The nice thing about #opendata these days I that, occassionally one of the immensely talented people working on code comes up with a nice simple implementation which, by virtue of it’s existance, not just decimates, but completely removes some of the arguments around #opendata.

There’s currently a belief that putting things in PDFs makes it harder to read, and that, in some way, will save some people political hassle.

Not so much any more. Jeni Tennison introduced me on twitter to @kitwallace – who built this this for converting tables in PDFs to csv/html/xml.

It’s worth an aside at this point to remember that tables in PDFs don’t exist. All you have chunks of text at positions x and y on a page; and you have lines that run from x1,y1 to x2,y2; and from those, you can see a table visually.

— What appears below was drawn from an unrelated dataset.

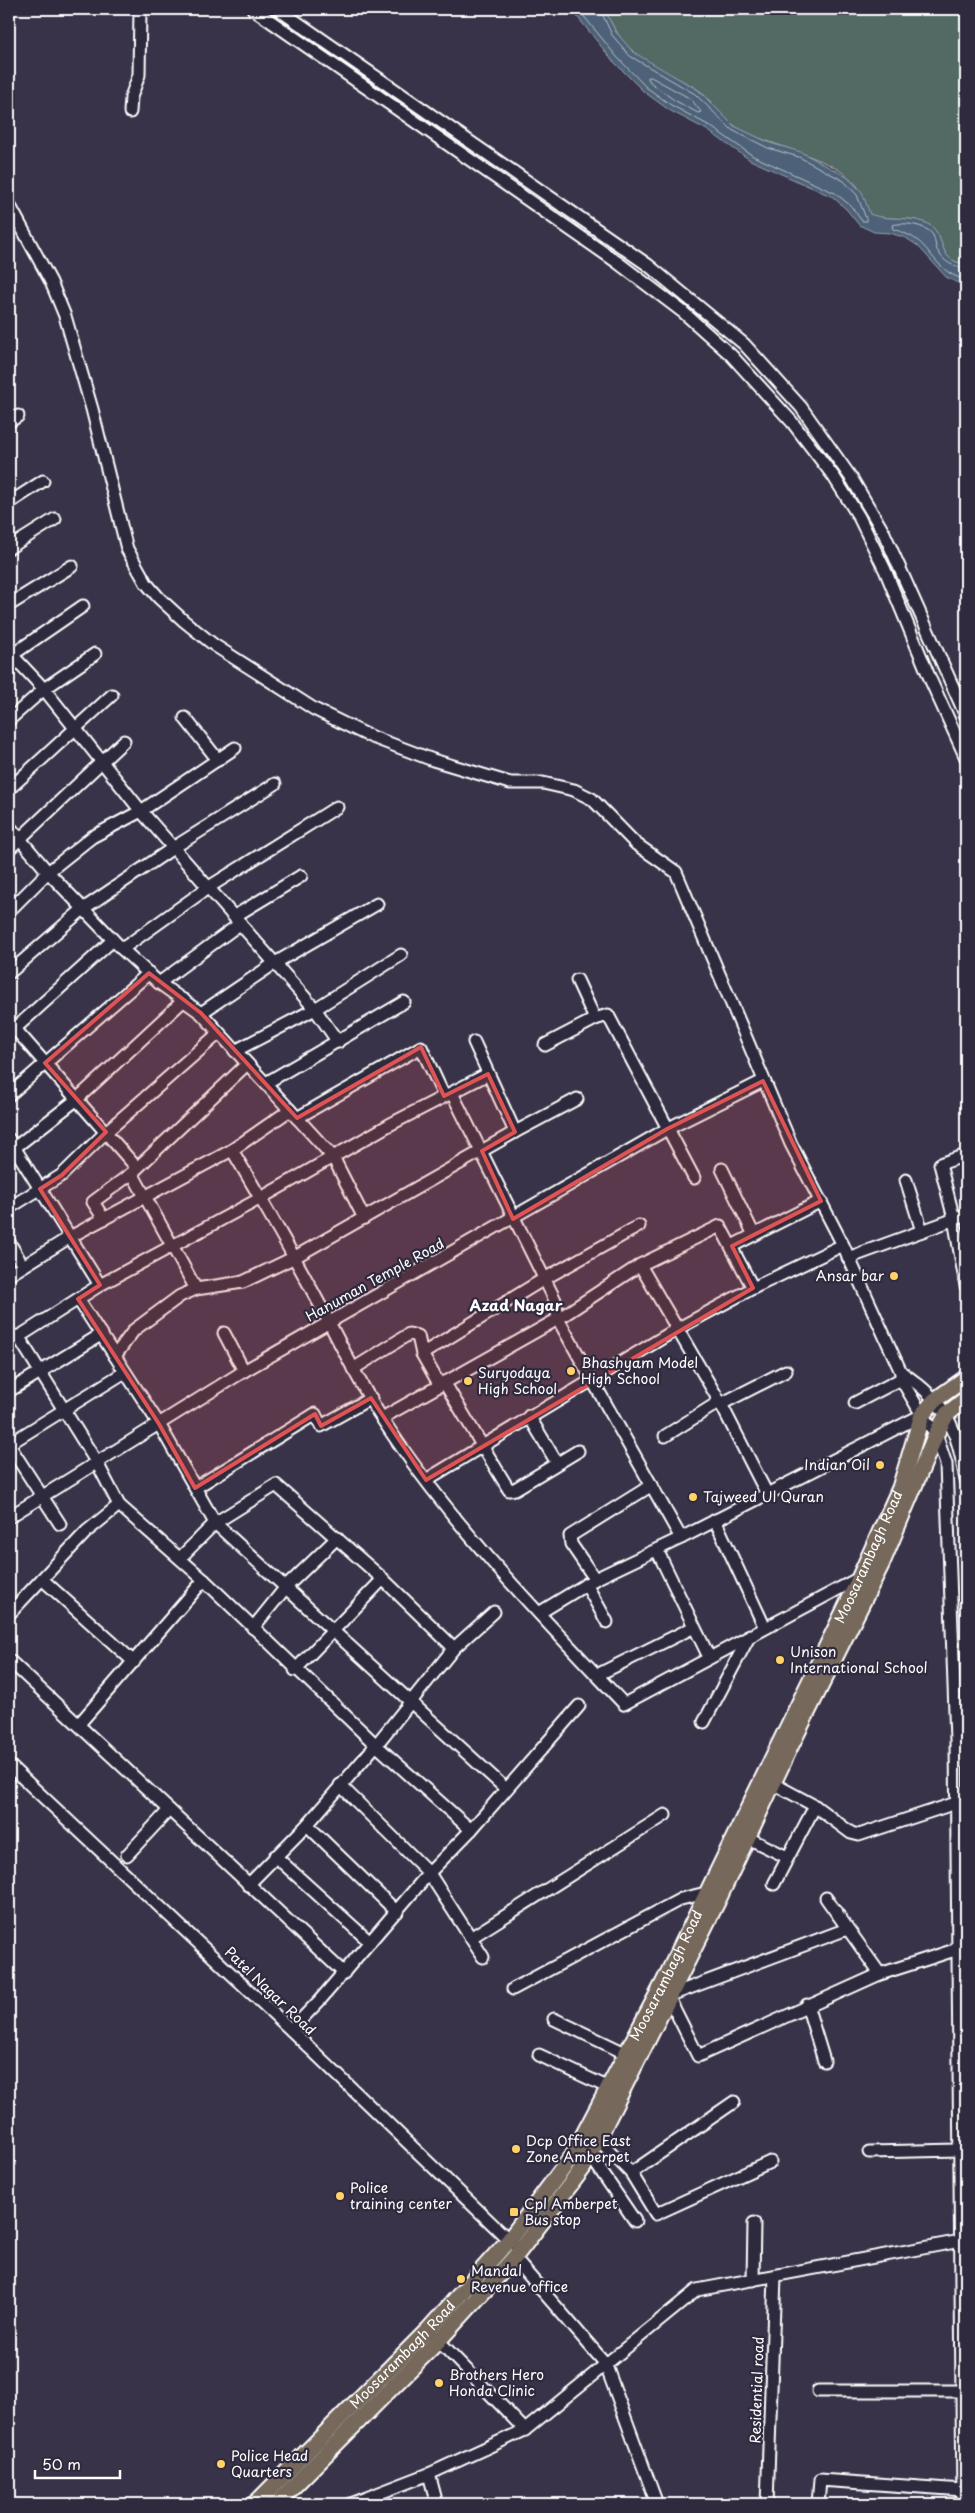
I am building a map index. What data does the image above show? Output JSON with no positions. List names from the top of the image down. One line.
{"streets":{"main road":["Moosarambagh Road"],"street":["Hanuman Temple Road","Patel Nagar Road","Residential road"]},"crossings":[["Moosarambagh Road","Patel Nagar Road"]],"districts":["Azad Nagar"],"places":{"other":["Ansar bar","Bhashyam Model High School","Suryodaya High School","Indian Oil","Tajweed Ul Quran","Unison International School","Dcp Office East Zone Amberpet","Police training center","Mandal Revenue office","Brothers Hero Honda Clinic","Police Head Quarters"],"transit":["Cpl Amberpet Bus stop"]},"scale_bar":"50 m"}
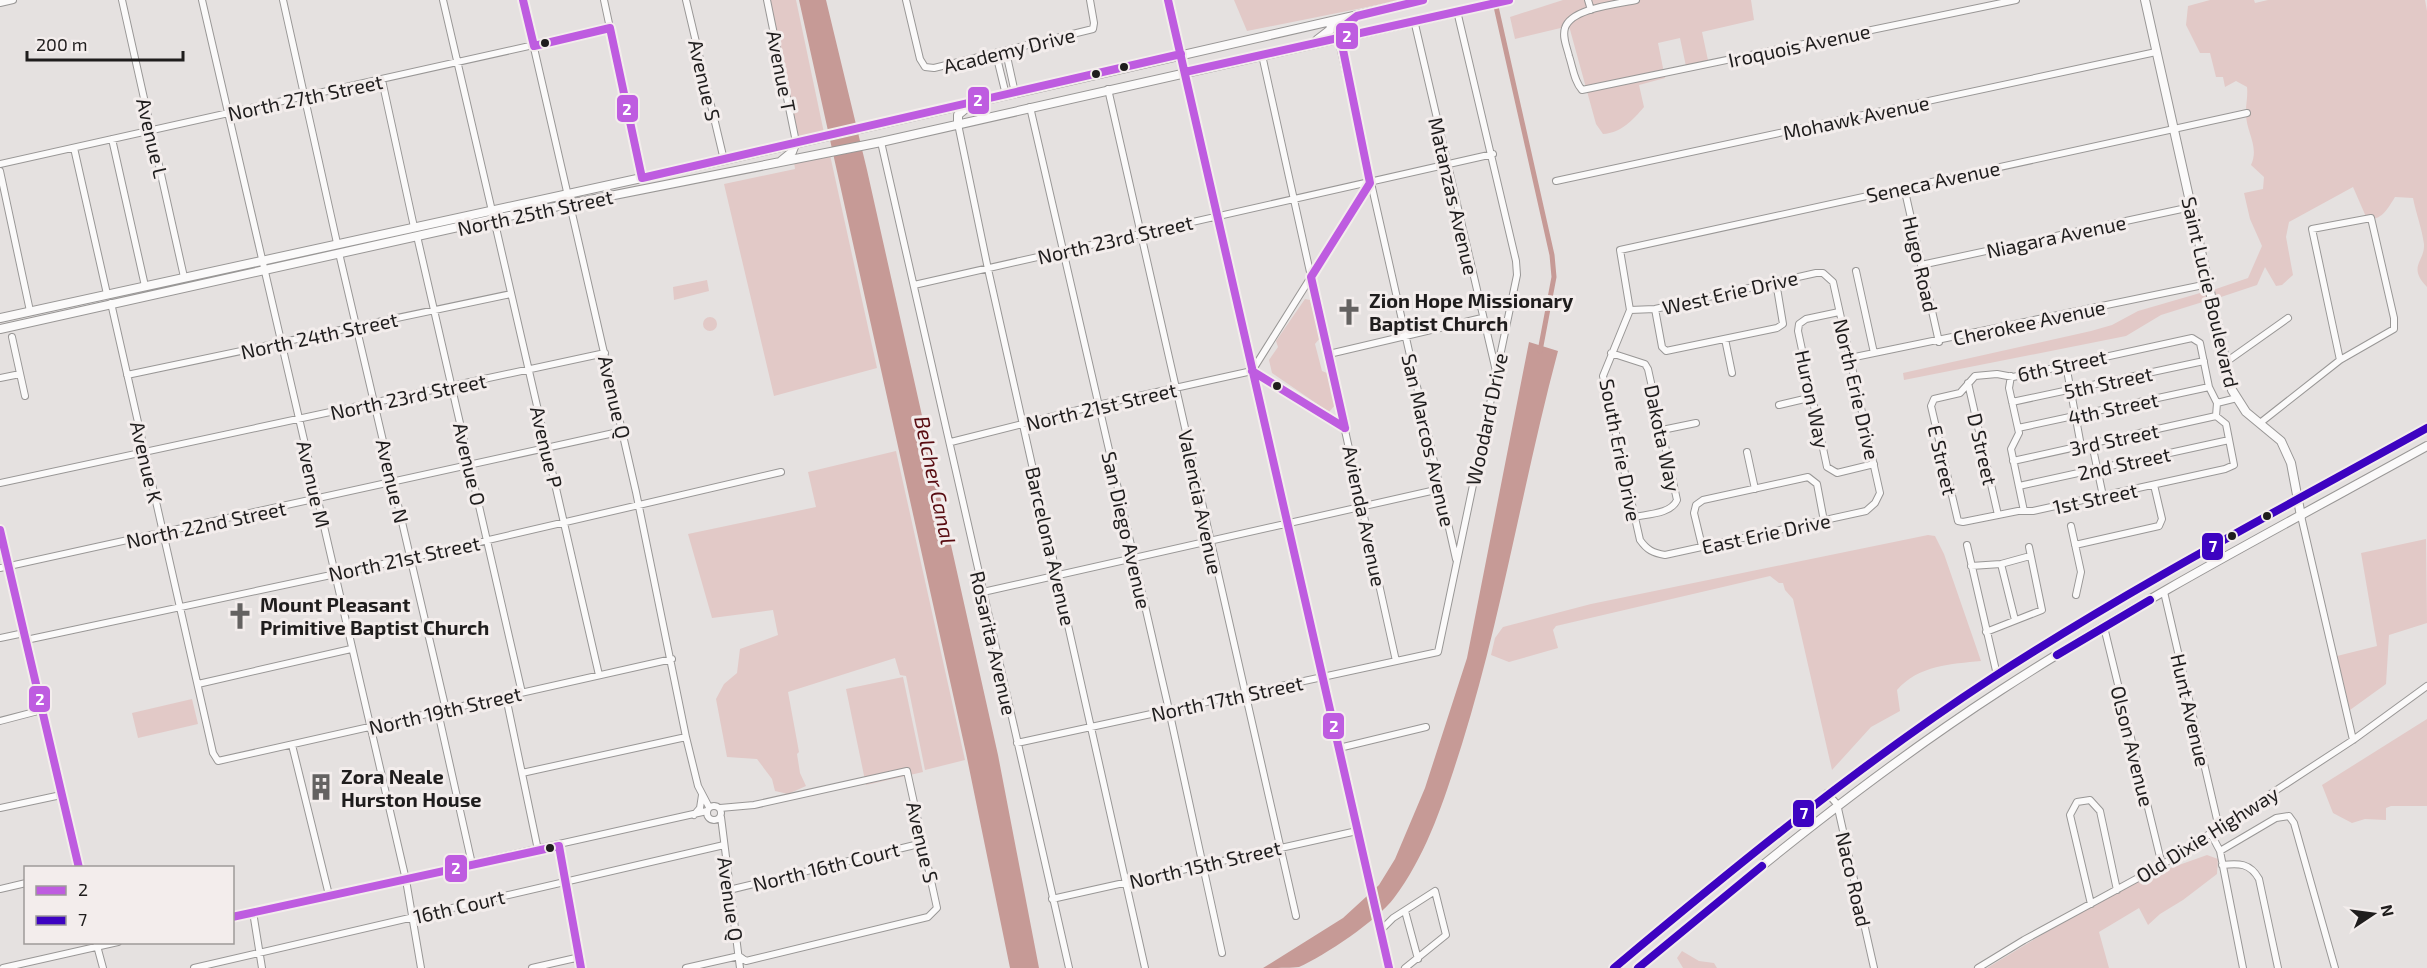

The most evil PDFs published are the Birmingham spending data. Simple, Long, Verbose, 80+Mb PDFs. Here’s the an html version, with links to CSV and XML:

http://184.73.216.20/exist/rest/db/apps/gtd/pdf2xml.xq?path=/db/apps/gtd/pesa&table=1.6&format=html

Not only will this save huge amounts of time; but it makes a potentially stronger argument to political types about publication: “If you publish as PDF, we’ll assume you’re trying to hide something”

 

posted: 28 Feb 2011